| Goal of the exercise |
A single number is the answer here: the count of lines in the data below that include the word "reading".

| Given data |
········
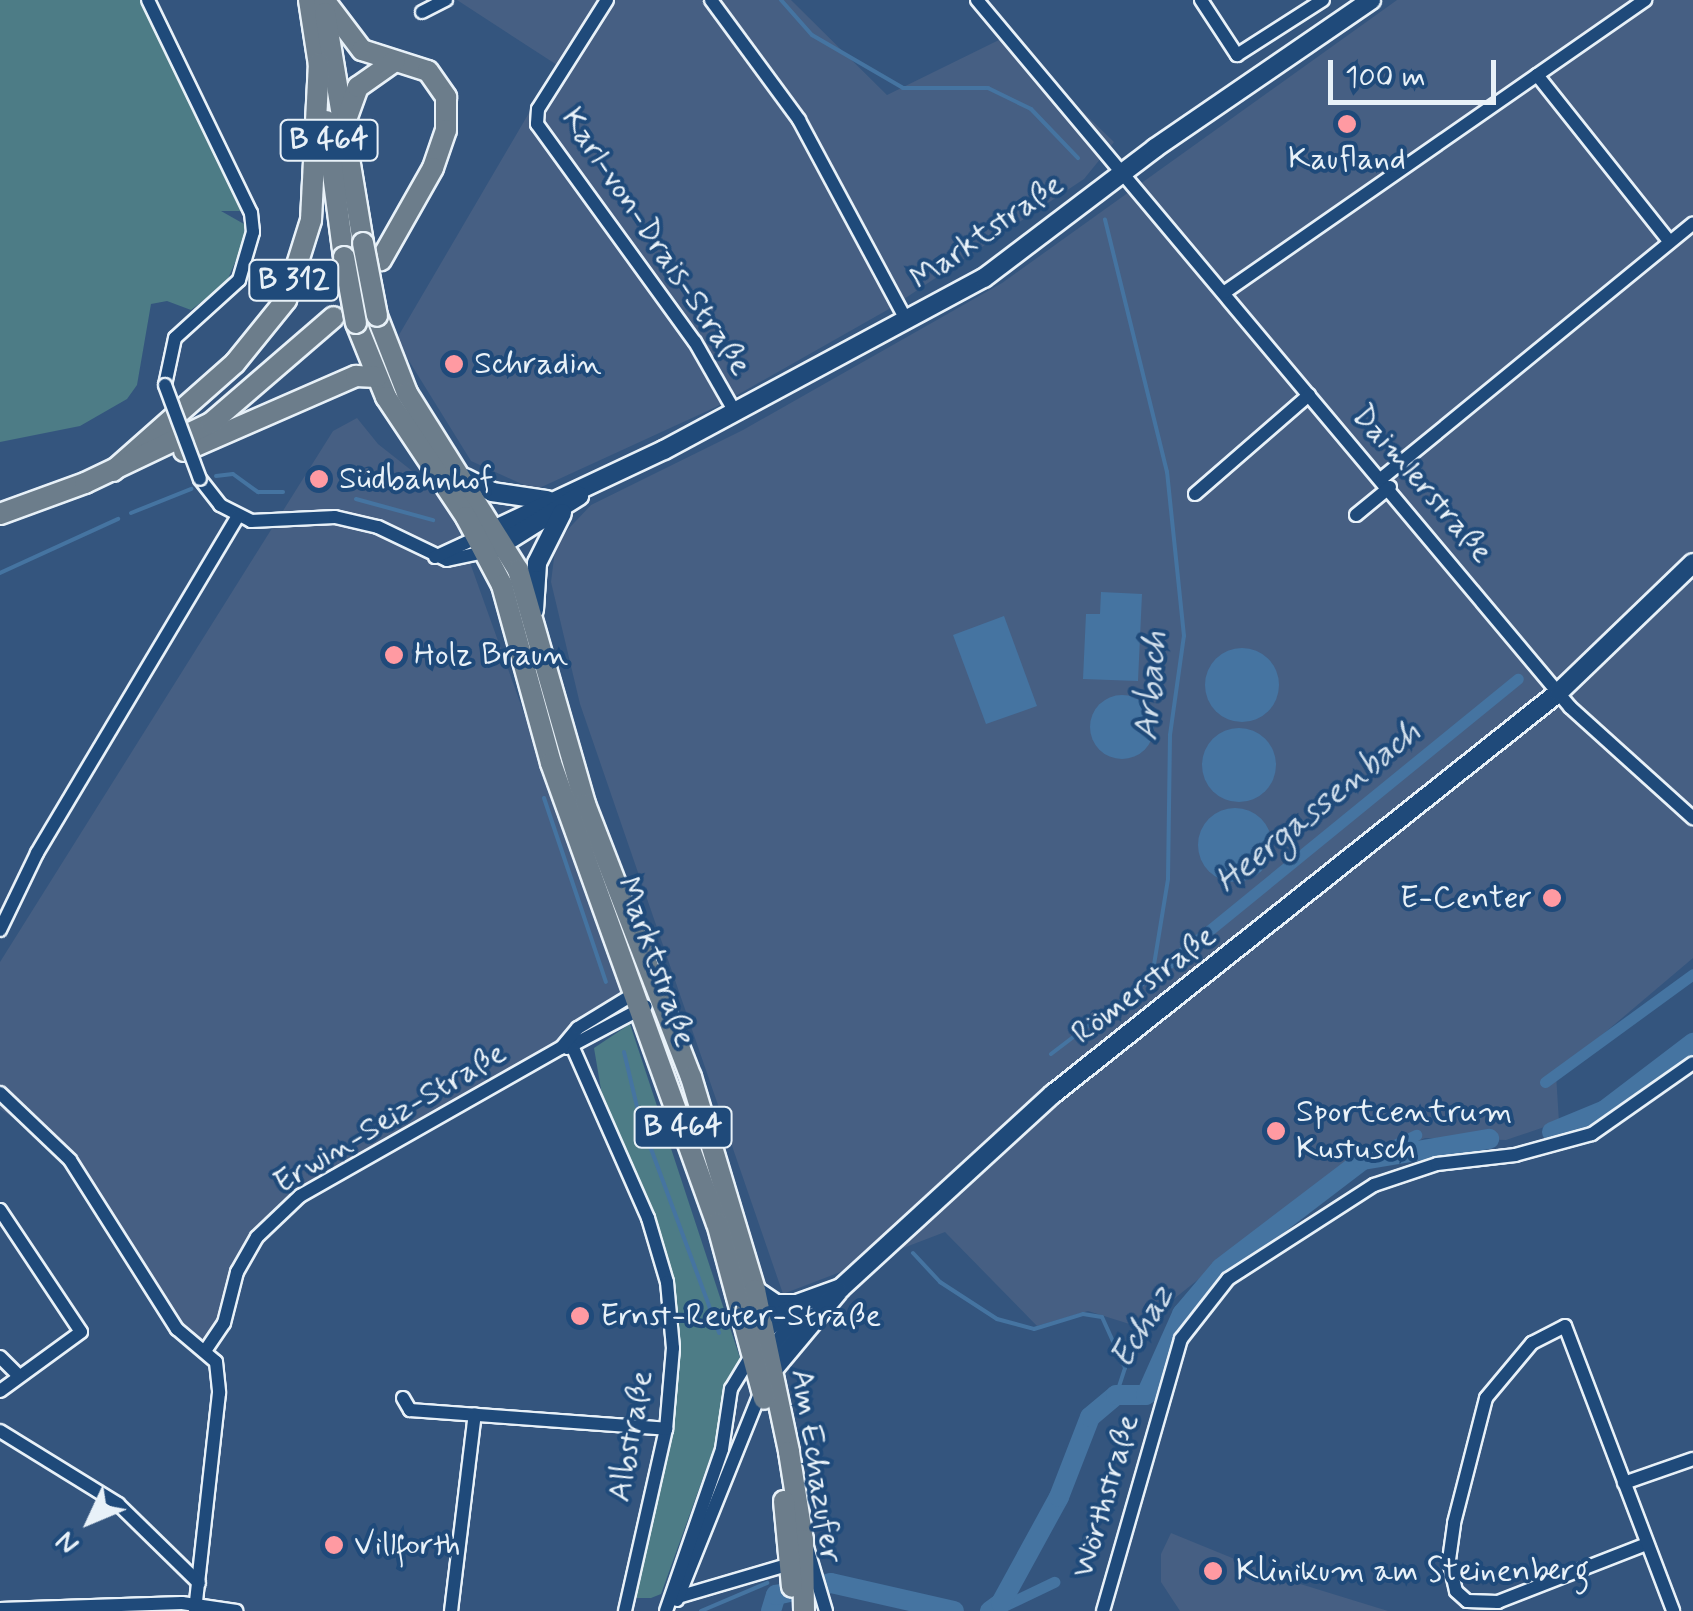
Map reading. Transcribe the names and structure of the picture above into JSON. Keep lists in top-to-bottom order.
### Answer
{
  "streets": {
    "main road": [
      "B 464",
      "Marktstraße",
      "B 312",
      "Römerstraße",
      "Am Echazufer"
    ],
    "street": [
      "Karl-von-Drais-Straße",
      "Daimlerstraße",
      "Erwin-Seiz-Straße",
      "Albstraße",
      "Wörthstraße"
    ]
  },
  "crossings": [
    ["B 464", "Marktstraße"],
    ["B 464", "B 312"],
    ["Marktstraße", "Karl-von-Drais-Straße"],
    ["Marktstraße", "Daimlerstraße"],
    ["Marktstraße", "Römerstraße"],
    ["Marktstraße", "Erwin-Seiz-Straße"],
    ["Marktstraße", "Am Echazufer"],
    ["Daimlerstraße", "Römerstraße"],
    ["Römerstraße", "Am Echazufer"],
    ["Erwin-Seiz-Straße", "Albstraße"]
  ],
  "water": ["Arbach", "Heergassenbach", "Echaz"],
  "places": [
    "Kaufland",
    "Schradin",
    "Südbahnhof",
    "Holz Braun",
    "E-Center",
    "Sportcentrum Kustusch",
    "Ernst-Reuter-Straße",
    "Villforth",
    "Klinikum am Steinenberg"
  ],
  "scale_bar": "100 m",
  "north": "bottom left"
}
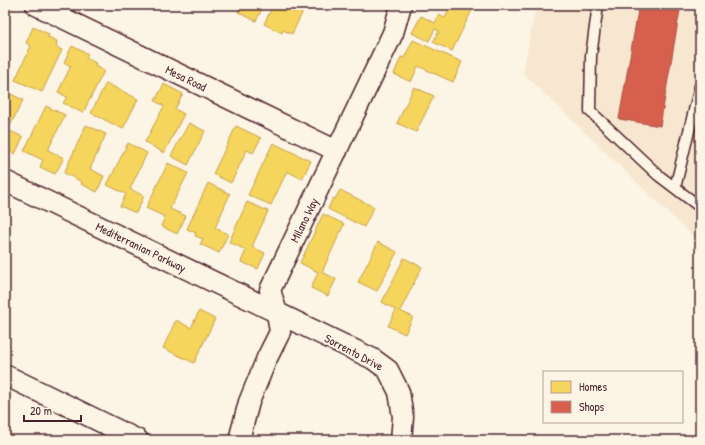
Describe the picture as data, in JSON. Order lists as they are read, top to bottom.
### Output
{
  "streets": {
    "street": [
      "Mesa Road",
      "Milano Way",
      "Mediterranian Parkway",
      "Sorrento Drive"
    ]
  },
  "crossings": [
    ["Mesa Road", "Milano Way"],
    ["Milano Way", "Mediterranian Parkway"],
    ["Milano Way", "Sorrento Drive"],
    ["Mediterranian Parkway", "Sorrento Drive"]
  ],
  "legend": ["Homes", "Shops"],
  "scale_bar": "20 m"
}
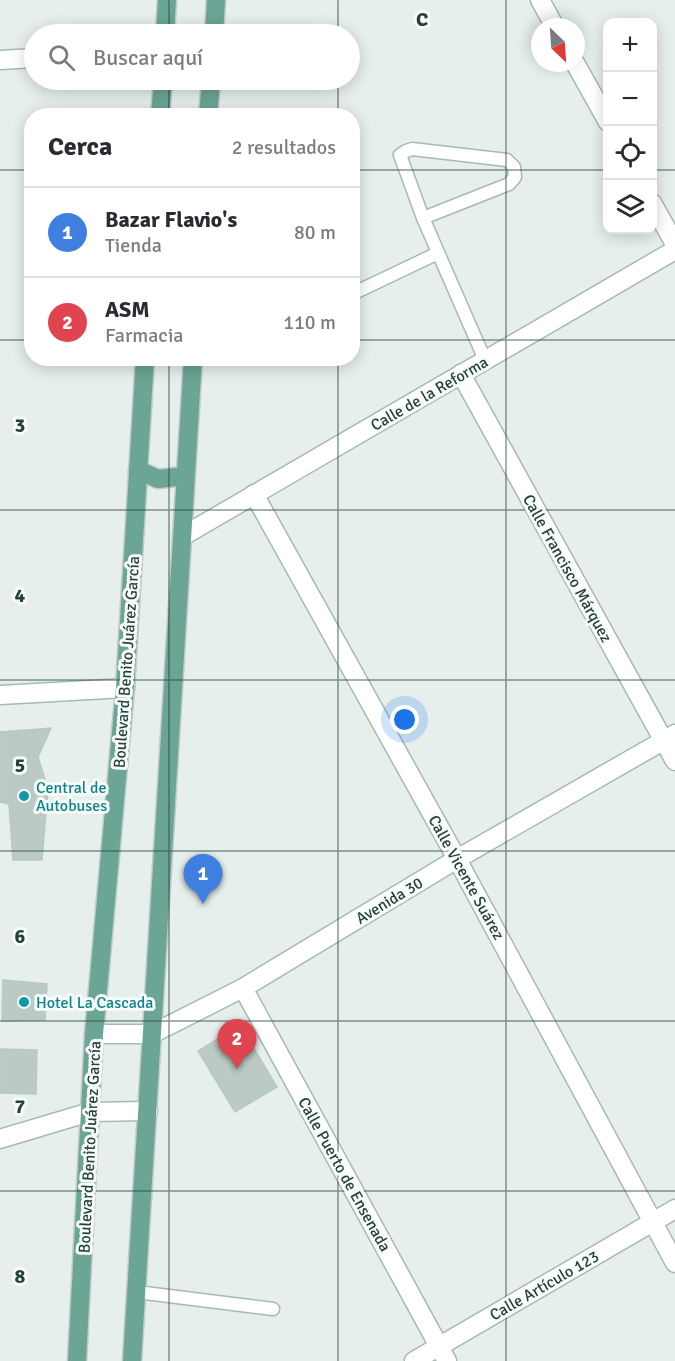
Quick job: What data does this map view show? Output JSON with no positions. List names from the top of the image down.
{
  "streets": {
    "main road": ["Boulevard Benito Juárez García"],
    "street": [
      "Calle de la Reforma",
      "Calle Francisco Márquez",
      "Calle Vicente Suárez",
      "Avenida 30",
      "Calle Puerto de Ensenada",
      "Calle Artículo 123"
    ]
  },
  "crossings": [
    ["Calle de la Reforma", "Calle Francisco Márquez"],
    ["Calle de la Reforma", "Calle Vicente Suárez"],
    ["Calle Francisco Márquez", "Avenida 30"],
    ["Boulevard Benito Juárez García", "Avenida 30"],
    ["Calle Vicente Suárez", "Avenida 30"],
    ["Calle Vicente Suárez", "Calle Artículo 123"],
    ["Avenida 30", "Calle Puerto de Ensenada"],
    ["Calle Puerto de Ensenada", "Calle Artículo 123"]
  ],
  "places": ["Central de Autobuses", "Hotel La Cascada"],
  "north": "bottom right",
  "page": {
    "map_buttons": ["+", "−"],
    "search": "Buscar aquí",
    "heading": ["Cerca", "2 resultados"],
    "list": [
      {
        "mark": "1",
        "name": "Bazar Flavio's",
        "note": "Tienda",
        "value": "80 m"
      },
      {
        "mark": "2",
        "name": "ASM",
        "note": "Farmacia",
        "value": "110 m"
      }
    ],
    "pins": ["1", "2"]
  },
  "grid": {
    "columns": ["C"],
    "rows": [
      "3",
      "4",
      "5",
      "6",
      "7",
      "8"
    ]
  }
}
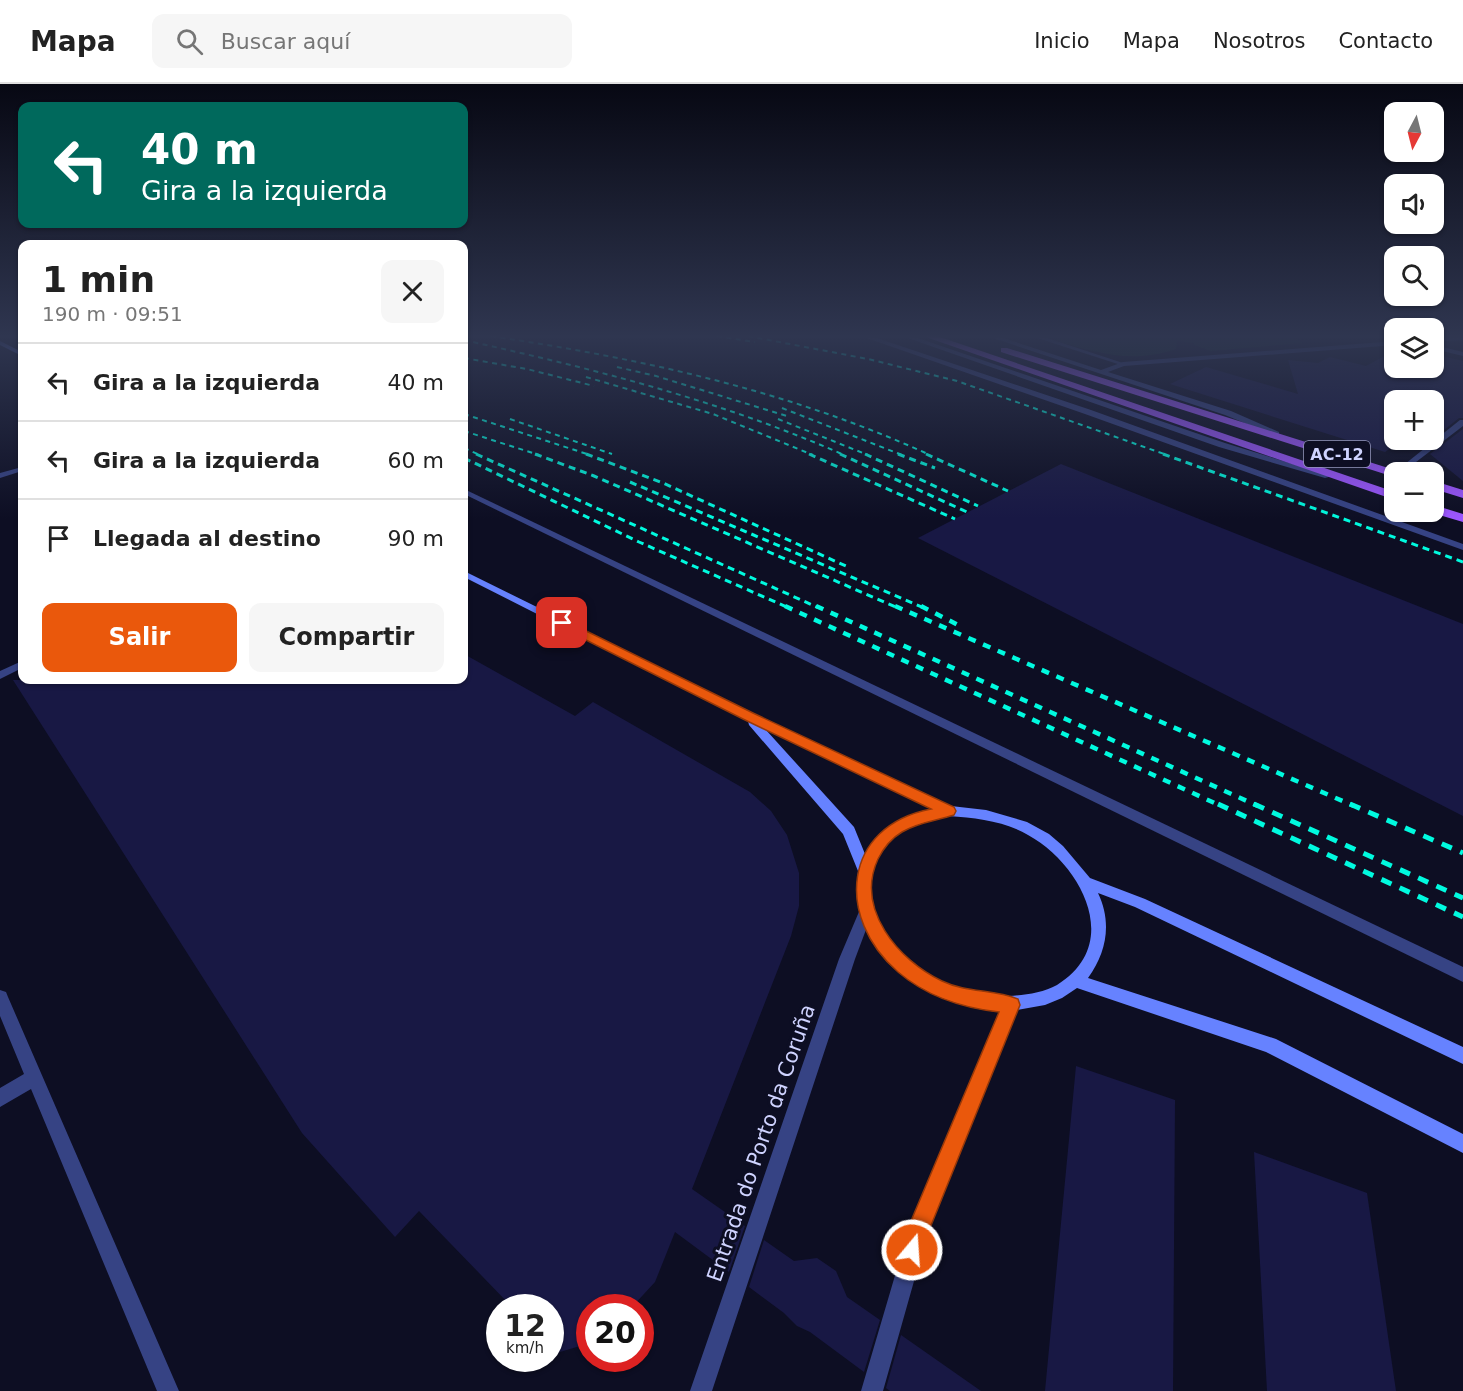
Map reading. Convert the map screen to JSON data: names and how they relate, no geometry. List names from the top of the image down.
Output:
········
| Reply |
2